Rules Explained
Adams Stirling PLC


QUESTION: Will you please explain the "rules" for me? I understand that the CC&Rs are cast in concrete (almost) and must be enforced. We have a booklet of rules made up by the board, such as no screen doors, no basketball hoops, etc. Can they enforce rules they make up as they go along?

ANSWER: If authorized statutorily or in the governing documents, boards can adopt and enforce rules. Your CC&Rs are like California's constitution--in the same way that only voters can amend the constitution, only members can amend the CC&Rs. Your rules are like state laws. Just as legislators in Sacramento can pass laws consistent with the constitution, boards may adopt rules consistent with the CC&Rs.

For example, if your CC&Rs allow owners to have a dog, boards can pass rules requiring that dogs be on a leash and not bark excessively. Accordingly, an association's rules typically cover pets, parking, signs, nuisance noise, use of recreational facilities and the like.

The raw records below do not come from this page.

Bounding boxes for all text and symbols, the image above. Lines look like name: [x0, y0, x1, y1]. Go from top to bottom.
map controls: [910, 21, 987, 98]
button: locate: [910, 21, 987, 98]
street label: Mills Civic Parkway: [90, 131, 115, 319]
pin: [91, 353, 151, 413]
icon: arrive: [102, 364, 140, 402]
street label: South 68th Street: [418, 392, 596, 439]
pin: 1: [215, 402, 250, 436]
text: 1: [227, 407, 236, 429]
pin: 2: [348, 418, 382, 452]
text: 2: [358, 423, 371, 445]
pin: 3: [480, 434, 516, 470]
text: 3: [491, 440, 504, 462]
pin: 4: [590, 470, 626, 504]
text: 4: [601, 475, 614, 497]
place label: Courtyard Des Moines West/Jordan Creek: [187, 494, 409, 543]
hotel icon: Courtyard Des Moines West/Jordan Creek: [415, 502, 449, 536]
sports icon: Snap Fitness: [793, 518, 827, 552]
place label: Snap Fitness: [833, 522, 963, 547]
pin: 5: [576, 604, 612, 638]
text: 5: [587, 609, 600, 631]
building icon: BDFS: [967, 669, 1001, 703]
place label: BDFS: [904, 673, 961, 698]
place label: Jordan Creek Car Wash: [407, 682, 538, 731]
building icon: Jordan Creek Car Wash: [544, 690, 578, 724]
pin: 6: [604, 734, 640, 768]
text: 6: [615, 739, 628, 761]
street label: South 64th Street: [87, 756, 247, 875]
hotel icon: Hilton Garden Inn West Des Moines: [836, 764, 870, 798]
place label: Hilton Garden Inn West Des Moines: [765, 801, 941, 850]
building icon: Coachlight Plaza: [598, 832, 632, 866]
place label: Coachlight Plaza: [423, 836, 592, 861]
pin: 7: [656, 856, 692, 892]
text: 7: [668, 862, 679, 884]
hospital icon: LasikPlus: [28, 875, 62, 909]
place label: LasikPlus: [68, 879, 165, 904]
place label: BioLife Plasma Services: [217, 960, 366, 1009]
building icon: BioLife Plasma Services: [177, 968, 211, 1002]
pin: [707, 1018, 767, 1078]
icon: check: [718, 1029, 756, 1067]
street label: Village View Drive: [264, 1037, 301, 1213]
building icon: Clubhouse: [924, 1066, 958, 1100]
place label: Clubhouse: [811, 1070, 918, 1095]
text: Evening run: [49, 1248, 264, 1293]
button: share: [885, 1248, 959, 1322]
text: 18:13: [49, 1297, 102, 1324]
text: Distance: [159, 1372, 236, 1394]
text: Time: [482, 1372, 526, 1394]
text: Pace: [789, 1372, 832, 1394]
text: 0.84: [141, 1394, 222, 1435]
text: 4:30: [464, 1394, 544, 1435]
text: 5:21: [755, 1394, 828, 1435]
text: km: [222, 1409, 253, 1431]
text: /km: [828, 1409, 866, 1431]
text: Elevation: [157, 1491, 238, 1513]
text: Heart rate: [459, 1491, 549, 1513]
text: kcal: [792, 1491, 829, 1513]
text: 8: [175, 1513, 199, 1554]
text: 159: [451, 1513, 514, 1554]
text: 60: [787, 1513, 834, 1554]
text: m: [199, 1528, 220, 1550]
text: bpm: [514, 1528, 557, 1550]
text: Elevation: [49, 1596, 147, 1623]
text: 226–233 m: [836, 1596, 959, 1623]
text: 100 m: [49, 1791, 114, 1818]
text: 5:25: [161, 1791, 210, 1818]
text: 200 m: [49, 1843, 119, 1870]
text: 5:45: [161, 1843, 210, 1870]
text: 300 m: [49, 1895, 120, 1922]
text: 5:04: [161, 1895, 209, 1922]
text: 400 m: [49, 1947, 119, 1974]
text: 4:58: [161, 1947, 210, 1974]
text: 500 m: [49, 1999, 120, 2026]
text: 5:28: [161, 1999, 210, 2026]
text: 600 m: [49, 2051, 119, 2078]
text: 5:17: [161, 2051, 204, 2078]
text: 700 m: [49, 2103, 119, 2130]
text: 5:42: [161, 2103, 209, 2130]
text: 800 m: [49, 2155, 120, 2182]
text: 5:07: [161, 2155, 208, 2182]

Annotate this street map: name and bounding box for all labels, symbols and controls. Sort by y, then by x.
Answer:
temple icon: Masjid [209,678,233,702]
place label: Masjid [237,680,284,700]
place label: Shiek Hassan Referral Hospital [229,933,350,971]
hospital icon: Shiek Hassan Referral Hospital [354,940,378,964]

Enforceability. Because CC&Rs are approved by the membership and recorded, they are presumed reasonable. Because rules are adopted by the board of directors and can change from board to board, they are not presumed reasonable. If a rule is challenged in court, the board must convince the court the rule is not arbitrary, arbitrary, violate public policy, or impose a burden that outweighs any benefit.

Adopting Rules. As provided for in the Davis-Stirling Act, boards must give written notice to the membership of proposed rule changes and a 28-day period so the membership can comment on those changes. If the board adopts a rule despite membership objections, there is a process whereby the membership can veto the rule. These requirements do not apply to policies and procedures.